New Baby Formula Closer to Mother's Milk

March 1, 2002 -- While breast milk is still the best milk for babies, the newest addition to the infant formula family is trying to bridge that gap.

Mead Johnson Pharmaceuticals is now marketing a new line of formula in the United States called Enfamil Lipil that contains two fatty acids — decosahexaenoic acid, or DHA, and arachidonic acid, or ARA — that are naturally occurring elements of breast milk and are believed to play an important role in the development of the brain and the eye.

"What the formula companies are trying to do is get more and more like breast milk, because they realize that it is the gold standard," says Dr. Steven Zeisel, chairman of the department of nutrition at the University of North Carolina, Chapel Hill. "There is no advantage of this formula over breast milk, but there might be an advantage over other formulas."

Adding Subtle Benefits

Formula makers, which have made the nutrients available in formulas overseas for several years, have been shifting their focus to products that improve more subtle measures of health, such as mental development.

Experts say that the period when an infant is being nursed is an important time for brain development. "Babies' brains develop for months and years after birth," says Zeisel. "Especially for premature infants, but certainly for regular infants, there is still a lot of brain development going on at the time the mother is breast-feeding the baby."

Making sure that nursing infants receive vital nutrients could help their brains develop better. But some experts are not quite convinced that adding DHA and ARA to formula is necessary. They maintain babies can make these fatty acids on their own even if they are fed other formulas.

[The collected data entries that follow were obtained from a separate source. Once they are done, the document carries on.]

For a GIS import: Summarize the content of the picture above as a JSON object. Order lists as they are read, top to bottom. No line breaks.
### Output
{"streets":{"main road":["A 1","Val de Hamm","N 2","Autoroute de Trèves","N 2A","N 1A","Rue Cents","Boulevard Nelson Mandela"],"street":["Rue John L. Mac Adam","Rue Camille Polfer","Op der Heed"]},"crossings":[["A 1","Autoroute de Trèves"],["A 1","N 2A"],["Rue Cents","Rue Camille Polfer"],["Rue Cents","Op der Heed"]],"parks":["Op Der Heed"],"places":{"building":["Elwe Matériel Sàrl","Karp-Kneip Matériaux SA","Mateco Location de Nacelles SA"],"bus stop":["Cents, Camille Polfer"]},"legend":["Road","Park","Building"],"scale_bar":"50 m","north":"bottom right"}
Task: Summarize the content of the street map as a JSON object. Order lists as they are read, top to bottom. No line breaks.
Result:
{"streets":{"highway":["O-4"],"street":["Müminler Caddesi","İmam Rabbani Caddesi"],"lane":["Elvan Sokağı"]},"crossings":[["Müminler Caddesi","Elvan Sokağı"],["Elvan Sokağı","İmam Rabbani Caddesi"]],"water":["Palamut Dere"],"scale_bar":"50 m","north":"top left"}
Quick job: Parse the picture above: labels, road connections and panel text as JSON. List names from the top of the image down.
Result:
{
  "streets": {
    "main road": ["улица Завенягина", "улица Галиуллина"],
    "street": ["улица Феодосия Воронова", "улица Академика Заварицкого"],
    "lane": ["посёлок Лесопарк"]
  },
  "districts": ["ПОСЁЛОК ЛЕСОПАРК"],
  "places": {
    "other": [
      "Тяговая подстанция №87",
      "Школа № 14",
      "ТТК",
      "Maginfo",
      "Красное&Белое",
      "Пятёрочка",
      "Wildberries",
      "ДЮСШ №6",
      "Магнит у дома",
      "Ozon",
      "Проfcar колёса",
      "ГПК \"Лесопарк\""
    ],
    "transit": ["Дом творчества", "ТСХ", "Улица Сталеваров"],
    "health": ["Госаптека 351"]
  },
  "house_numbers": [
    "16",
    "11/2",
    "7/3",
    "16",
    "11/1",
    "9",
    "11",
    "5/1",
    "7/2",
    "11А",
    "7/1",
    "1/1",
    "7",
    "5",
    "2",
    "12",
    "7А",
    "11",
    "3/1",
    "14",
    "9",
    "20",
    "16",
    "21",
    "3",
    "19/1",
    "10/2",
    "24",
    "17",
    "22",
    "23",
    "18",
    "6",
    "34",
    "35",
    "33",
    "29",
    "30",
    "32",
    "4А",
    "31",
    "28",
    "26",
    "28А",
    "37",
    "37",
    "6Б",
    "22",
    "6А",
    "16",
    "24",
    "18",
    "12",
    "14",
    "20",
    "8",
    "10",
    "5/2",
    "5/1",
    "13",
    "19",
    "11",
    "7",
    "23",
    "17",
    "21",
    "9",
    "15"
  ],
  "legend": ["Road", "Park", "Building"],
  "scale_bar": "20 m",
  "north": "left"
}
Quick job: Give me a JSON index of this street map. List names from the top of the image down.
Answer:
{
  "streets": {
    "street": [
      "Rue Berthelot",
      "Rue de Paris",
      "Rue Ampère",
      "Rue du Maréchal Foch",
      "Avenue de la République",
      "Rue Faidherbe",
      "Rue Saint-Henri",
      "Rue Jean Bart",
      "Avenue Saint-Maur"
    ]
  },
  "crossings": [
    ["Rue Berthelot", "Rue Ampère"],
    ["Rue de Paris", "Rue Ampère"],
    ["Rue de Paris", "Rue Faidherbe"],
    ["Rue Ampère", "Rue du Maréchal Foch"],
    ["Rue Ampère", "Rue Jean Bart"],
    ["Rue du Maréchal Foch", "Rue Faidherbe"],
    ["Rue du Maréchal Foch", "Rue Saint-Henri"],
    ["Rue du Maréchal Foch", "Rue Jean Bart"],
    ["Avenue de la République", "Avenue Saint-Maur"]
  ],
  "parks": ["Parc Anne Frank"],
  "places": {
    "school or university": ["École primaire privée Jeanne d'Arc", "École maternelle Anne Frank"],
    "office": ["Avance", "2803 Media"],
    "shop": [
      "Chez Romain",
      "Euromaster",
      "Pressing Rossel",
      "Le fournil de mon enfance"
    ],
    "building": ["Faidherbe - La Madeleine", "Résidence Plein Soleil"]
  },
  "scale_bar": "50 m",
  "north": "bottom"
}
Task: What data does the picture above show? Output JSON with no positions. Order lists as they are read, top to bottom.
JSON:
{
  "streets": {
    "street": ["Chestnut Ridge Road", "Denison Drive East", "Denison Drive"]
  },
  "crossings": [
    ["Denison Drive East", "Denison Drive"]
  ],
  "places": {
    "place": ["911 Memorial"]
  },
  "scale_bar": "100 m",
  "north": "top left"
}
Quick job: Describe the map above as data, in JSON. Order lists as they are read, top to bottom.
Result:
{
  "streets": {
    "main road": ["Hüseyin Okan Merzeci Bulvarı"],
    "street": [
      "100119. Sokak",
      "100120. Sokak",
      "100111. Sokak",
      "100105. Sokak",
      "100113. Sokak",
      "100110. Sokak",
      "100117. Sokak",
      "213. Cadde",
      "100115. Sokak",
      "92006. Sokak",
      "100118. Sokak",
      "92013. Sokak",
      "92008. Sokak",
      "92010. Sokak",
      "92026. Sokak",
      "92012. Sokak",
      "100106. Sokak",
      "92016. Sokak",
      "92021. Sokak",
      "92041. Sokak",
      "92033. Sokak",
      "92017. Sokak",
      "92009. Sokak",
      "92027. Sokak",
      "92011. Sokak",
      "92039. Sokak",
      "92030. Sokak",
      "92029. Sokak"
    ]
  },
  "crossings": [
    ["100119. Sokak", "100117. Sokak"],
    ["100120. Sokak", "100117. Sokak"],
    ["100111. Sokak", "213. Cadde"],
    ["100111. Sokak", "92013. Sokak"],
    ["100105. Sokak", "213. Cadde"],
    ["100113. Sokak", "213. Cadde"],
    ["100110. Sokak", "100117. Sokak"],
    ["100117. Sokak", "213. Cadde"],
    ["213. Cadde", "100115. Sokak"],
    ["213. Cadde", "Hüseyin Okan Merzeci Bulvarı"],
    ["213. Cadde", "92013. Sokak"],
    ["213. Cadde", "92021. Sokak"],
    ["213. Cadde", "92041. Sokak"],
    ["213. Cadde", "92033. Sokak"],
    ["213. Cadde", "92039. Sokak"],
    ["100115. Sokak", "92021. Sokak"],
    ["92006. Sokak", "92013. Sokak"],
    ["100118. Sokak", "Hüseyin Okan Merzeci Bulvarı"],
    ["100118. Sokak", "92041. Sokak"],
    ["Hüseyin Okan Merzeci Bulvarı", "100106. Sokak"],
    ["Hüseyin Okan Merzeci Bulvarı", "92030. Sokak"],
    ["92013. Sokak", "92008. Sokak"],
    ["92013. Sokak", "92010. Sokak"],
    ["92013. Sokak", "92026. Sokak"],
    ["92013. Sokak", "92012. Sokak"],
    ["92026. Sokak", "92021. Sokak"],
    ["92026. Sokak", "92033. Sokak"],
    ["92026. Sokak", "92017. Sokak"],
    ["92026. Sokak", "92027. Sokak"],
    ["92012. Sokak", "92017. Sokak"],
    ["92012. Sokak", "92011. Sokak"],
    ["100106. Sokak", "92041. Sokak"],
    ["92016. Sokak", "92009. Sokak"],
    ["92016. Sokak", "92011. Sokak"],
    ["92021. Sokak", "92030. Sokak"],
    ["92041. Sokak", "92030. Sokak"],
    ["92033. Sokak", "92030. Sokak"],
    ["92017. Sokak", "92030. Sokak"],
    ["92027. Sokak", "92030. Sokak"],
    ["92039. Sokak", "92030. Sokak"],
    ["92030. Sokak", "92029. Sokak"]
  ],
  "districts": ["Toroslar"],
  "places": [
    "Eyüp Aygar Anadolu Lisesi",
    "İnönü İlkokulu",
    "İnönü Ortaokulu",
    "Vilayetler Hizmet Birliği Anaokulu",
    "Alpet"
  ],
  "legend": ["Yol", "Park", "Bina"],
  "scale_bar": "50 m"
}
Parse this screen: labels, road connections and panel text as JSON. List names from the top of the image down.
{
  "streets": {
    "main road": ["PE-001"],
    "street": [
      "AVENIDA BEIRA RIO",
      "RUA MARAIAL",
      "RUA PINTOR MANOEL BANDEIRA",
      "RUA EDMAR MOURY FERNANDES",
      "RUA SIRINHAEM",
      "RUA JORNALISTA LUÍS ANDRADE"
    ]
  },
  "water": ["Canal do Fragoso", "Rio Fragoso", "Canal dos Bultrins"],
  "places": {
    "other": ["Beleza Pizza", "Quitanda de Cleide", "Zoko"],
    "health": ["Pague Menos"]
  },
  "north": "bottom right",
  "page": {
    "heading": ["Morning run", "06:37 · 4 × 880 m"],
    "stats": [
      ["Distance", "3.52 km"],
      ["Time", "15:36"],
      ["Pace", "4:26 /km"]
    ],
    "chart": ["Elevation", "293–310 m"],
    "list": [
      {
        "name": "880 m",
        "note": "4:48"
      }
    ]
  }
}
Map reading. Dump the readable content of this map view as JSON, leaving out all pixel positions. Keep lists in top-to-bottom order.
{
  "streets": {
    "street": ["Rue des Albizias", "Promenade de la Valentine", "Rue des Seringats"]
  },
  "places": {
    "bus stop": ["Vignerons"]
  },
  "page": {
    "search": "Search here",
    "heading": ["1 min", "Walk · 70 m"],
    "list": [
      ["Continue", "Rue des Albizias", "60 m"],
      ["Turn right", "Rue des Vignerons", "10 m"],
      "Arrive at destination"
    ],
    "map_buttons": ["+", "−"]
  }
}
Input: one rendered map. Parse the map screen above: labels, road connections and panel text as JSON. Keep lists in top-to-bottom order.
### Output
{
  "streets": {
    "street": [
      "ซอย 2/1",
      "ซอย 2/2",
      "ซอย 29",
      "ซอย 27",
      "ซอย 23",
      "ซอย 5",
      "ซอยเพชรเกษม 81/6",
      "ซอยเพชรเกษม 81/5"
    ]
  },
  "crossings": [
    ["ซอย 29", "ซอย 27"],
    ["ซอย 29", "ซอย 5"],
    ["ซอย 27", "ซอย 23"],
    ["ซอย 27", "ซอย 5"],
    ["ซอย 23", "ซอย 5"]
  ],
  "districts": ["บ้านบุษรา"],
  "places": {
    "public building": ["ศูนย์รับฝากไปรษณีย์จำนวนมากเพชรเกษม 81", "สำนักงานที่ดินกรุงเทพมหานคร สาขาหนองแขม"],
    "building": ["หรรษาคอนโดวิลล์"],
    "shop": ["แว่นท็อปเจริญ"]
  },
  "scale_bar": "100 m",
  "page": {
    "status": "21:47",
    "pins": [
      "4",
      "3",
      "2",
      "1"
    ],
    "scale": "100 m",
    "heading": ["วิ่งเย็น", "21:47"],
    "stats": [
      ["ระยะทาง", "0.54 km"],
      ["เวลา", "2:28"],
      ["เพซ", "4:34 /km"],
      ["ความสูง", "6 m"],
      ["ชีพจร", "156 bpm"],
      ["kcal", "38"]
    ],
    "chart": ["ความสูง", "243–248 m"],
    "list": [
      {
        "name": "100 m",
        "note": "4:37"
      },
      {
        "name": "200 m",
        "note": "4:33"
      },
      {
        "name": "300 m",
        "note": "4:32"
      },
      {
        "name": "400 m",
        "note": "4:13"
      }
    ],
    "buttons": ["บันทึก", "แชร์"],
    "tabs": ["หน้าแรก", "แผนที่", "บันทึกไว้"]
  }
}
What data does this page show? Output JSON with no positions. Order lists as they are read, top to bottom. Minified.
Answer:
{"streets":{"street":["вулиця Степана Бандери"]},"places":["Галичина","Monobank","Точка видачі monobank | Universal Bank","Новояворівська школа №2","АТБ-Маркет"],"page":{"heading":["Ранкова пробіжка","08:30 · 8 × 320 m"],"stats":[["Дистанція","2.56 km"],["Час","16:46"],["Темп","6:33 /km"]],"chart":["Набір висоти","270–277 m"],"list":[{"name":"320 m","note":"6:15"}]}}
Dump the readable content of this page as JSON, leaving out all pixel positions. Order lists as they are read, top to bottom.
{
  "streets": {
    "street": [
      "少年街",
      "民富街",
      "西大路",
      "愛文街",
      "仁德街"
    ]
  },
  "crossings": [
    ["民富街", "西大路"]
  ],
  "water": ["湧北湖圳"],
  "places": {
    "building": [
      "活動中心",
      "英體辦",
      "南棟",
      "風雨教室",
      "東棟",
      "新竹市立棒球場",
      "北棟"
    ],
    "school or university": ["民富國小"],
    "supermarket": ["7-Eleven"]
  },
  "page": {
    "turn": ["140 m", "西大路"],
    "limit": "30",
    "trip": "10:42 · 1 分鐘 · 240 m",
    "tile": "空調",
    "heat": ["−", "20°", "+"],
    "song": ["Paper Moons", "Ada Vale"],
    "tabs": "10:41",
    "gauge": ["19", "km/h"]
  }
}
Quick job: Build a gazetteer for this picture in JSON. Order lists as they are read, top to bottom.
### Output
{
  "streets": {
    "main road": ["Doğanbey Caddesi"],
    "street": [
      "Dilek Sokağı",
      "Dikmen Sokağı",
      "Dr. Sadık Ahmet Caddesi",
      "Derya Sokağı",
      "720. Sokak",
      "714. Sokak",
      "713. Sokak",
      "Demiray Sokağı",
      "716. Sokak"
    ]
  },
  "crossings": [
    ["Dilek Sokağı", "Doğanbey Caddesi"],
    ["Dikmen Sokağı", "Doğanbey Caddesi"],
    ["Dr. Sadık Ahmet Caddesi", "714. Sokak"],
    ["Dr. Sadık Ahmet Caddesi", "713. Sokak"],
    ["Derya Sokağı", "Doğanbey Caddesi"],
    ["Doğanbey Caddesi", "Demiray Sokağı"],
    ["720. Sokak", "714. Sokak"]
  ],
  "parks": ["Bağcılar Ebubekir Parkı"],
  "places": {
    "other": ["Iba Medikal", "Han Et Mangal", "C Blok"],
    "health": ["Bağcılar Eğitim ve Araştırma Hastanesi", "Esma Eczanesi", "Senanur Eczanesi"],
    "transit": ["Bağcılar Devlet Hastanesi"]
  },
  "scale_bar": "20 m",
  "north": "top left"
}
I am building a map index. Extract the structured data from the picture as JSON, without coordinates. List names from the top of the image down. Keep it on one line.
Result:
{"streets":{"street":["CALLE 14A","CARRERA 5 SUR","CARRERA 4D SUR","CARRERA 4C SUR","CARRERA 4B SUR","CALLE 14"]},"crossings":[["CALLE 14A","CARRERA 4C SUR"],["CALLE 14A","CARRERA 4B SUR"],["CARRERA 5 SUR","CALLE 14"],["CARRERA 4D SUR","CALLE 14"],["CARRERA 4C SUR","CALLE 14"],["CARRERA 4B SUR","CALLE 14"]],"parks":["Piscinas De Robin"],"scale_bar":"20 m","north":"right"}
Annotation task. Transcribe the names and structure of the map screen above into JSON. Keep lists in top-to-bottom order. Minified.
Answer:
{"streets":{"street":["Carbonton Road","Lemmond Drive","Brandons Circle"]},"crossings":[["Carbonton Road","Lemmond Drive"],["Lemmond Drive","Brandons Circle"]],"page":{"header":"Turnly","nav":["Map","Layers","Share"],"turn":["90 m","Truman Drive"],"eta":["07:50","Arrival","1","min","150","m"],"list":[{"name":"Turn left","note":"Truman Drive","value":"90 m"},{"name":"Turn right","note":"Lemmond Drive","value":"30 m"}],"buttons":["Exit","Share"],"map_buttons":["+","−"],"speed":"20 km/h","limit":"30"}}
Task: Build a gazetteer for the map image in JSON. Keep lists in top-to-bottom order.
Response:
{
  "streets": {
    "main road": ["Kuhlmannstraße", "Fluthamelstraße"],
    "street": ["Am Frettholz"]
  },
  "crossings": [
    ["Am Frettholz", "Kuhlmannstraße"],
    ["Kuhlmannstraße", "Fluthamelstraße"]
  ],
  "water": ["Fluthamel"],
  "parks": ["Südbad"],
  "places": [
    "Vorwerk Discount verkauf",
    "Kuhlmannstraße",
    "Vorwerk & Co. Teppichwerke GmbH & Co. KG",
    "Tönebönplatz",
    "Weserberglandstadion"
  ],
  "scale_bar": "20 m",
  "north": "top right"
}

"I would expect [formula makers] to add DHA and ARA to all their formulas if the evidence shows it is so helpful, rather than creating a new product line while continuing to sell their standard, presumably inferior formula," says Dr. Mark Groeshek, a pediatrician at Kaiser Permanente in Centennial, Colo.

One More Option

Regardless of whether the new additions prove beneficial, some say that formula companies should continue to strive to make their products the best copy of breast milk they can. They acknowledge, however, that some components of breast milk may never be copied.

"There are some disease prevention benefits that you just can't get from anywhere else," says Groeshek. "There are antibodies that cross from the mother's immune system into breast milk that help protect the baby from infections. I don't think anybody has figured out how to pull antibodies into formula."

Some women do not breast-feed, for personal as well as medical reasons. Mothers who have certain infectious diseases or are taking certain medications are not able to breast-feed because of what they may transmit to their babies.

For these women, experts agree, better formulas could provide a better chance for their babies to grow up healthy.